In the past, if a movie never made it to your market, your only recourse was to drive to NY/LA (and occasionally Chicago), bust through the theater window with your Batman utility belt, and force the projectionist at fistpoint to lug it out of the archives and screen it for you.
Now, you ask the internet, and the internet sends you your movie. That's the riveting tale of how I saw a movie that never showed up here despite being adapted from an Oprah's Book Club choice and starring Aragorn himself: 2009's The Road.

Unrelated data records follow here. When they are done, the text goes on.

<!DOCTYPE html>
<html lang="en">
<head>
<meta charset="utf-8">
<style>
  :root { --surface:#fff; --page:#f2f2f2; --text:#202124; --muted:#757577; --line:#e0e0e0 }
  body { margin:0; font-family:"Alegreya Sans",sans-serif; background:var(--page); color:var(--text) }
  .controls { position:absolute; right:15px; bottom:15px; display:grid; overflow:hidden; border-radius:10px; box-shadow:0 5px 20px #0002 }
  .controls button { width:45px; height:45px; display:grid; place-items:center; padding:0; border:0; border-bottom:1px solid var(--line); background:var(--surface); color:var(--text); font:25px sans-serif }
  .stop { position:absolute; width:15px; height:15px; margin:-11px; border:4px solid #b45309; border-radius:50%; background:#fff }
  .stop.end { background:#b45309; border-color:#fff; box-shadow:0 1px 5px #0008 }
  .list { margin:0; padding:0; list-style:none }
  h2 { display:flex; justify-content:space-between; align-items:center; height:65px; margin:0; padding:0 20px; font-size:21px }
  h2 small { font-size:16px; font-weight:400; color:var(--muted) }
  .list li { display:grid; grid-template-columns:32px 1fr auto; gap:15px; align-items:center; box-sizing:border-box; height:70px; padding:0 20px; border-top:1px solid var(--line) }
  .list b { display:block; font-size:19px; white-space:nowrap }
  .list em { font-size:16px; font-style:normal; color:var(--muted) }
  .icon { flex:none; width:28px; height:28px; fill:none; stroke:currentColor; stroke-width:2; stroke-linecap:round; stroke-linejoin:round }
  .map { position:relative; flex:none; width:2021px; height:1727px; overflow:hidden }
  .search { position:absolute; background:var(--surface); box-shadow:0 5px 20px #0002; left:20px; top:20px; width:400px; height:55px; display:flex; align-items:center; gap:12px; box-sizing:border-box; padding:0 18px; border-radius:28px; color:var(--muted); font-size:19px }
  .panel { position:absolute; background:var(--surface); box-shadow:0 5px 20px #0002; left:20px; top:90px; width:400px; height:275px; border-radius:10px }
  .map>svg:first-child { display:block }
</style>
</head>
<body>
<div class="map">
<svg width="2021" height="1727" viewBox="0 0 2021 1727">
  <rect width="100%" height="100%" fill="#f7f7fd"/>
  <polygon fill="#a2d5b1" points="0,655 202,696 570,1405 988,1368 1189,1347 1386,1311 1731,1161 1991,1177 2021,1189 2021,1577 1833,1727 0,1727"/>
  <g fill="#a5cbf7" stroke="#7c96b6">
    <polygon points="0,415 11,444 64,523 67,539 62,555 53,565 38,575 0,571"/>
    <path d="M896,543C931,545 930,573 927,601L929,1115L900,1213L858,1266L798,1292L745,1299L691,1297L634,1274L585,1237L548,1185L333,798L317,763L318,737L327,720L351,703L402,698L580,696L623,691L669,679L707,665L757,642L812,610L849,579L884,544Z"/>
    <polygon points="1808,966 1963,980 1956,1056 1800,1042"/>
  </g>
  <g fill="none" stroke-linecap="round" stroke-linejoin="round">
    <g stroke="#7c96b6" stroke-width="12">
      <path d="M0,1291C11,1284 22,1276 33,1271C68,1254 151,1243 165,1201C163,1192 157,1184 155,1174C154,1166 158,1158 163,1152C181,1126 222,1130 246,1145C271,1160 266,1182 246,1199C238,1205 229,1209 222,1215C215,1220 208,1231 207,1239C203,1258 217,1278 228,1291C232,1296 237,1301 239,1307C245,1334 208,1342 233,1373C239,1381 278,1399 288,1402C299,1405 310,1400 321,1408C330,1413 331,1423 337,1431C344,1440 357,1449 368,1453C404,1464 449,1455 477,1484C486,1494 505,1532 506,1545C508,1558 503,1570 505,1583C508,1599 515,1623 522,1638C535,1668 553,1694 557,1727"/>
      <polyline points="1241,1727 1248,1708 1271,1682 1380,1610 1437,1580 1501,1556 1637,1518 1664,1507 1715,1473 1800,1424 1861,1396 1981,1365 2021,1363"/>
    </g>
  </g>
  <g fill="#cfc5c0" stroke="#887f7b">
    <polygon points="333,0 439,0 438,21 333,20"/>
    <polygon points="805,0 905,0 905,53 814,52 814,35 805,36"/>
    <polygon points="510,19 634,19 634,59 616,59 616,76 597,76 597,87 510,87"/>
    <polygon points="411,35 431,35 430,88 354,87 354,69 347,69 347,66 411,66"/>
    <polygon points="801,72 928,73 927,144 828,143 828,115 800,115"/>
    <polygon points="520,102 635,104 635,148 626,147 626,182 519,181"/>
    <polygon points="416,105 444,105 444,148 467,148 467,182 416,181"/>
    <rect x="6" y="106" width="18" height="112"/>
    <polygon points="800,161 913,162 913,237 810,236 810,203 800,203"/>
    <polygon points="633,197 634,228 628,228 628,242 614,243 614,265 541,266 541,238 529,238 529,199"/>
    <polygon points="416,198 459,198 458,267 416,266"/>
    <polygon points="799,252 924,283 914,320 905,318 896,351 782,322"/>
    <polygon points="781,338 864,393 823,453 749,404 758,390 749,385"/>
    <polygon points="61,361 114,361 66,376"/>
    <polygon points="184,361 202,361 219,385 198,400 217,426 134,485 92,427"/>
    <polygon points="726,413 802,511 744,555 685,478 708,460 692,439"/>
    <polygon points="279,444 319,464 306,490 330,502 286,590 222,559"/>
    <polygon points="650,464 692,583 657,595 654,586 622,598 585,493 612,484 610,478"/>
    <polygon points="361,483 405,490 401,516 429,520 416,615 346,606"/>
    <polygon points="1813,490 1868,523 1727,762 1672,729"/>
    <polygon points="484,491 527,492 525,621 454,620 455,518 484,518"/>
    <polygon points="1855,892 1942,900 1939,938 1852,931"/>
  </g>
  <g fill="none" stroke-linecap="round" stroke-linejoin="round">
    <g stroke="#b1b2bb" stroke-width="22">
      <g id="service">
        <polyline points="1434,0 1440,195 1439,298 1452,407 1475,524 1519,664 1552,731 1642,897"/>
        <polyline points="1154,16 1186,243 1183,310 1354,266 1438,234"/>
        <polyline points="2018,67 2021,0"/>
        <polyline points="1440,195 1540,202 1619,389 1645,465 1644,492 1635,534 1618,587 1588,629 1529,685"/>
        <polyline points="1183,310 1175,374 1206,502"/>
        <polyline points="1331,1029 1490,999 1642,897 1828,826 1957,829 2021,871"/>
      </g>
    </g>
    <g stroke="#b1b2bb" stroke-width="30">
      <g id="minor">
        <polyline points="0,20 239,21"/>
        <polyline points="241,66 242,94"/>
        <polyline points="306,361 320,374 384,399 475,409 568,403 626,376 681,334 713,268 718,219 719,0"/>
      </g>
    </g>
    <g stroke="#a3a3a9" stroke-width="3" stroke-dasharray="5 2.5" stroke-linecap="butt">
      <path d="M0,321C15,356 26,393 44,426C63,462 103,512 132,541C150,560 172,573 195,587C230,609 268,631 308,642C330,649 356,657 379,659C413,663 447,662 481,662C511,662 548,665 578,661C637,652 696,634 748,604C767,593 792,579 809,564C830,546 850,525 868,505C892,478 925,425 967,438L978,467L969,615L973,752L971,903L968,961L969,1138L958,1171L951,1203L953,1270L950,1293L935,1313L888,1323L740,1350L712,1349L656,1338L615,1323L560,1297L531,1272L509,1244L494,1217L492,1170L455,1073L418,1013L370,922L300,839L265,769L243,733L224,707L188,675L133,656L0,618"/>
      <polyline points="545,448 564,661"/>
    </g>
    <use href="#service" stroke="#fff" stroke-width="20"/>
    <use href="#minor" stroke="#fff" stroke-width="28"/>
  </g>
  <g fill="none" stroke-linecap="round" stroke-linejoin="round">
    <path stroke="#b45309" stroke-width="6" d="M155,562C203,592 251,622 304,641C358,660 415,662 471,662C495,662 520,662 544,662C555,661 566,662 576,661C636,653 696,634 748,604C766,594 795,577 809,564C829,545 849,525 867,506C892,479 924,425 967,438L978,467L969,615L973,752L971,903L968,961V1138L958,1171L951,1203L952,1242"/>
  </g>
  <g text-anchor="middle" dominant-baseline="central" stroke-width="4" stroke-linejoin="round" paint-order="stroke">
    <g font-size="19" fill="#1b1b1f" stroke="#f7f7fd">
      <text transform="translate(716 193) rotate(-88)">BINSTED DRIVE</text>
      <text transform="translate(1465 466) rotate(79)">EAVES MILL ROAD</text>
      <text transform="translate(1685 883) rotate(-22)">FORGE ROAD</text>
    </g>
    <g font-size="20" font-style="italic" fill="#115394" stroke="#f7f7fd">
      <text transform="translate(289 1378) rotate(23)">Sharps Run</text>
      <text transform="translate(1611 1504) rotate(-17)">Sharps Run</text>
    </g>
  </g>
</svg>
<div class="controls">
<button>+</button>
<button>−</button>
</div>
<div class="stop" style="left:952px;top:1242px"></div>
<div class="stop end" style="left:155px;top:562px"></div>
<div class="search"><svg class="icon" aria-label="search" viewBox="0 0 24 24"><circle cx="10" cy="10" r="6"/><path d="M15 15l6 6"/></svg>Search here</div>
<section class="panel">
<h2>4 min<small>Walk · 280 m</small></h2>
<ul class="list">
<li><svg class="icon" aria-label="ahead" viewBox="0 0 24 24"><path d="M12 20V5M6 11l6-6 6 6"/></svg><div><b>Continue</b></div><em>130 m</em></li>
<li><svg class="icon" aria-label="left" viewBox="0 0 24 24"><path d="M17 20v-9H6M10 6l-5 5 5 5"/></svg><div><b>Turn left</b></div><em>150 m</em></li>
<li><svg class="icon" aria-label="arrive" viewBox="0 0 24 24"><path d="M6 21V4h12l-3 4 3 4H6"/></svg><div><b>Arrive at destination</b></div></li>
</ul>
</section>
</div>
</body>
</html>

Viggo Mortensen and his son Kodi Smit-McPhee travel across an ashy wasteland. The world has ended, along with almost all life. On their trip to warmer climes, they spend most of their time finding food -- or avoiding becoming it at the hands of desperate cannibals.
That doesn't sound too glamorous, but that's just because you're right. The Road is like the anti-2012: a grimy, small-stakes world where everyone looks like hobos. Not movie-hobos, either. The ones who smell like roasted lion manure and will stab you with a chopstick they sharpened on a sidewalk. A sidewalk that was quite dirty itself.
It's a stripped-down, exhausting apocalypse. For me, much of the lure of the apocalypse is the prospect of stealing everybody else's stuff and sailing to an island where I lie on the beach while friendly pelicans fetch me fish. You don't get that here.
You get humans kept as livestock, a few charred beetles for dinner, and a whole world of dirt and ash. This place is grayer than elephants building sidewalks on the moon and grimmer than a skull whose girlfriend just broke up with it.
That looks better than it sounds. The Road's cinematography (by Javier Aguirresarobe) may be its strongest aspect.
Like WALL-E, its ruins and desolation are evocative and oddly beautiful.
The big question of "Hey, some douche blew up the world" movies is what do you do now?
The answer, usually, is try to not die. The Road does this better than most -- its characters are starving and filthy, struggling with far more relatable concerns than state-sized volcanoes -- but that makes it even more episodic than other post-apocalypse movies too, with a lack of any real rising action to the plot.
So dramatically, it's (waggling hand side-to-side in the air), but in terms of atmosphere, set design, and realism, it's (pushing lower lip up, raising eyebrows, nodding repeatedly).
Fans of civilization getting all wrecked up should definitely take a look.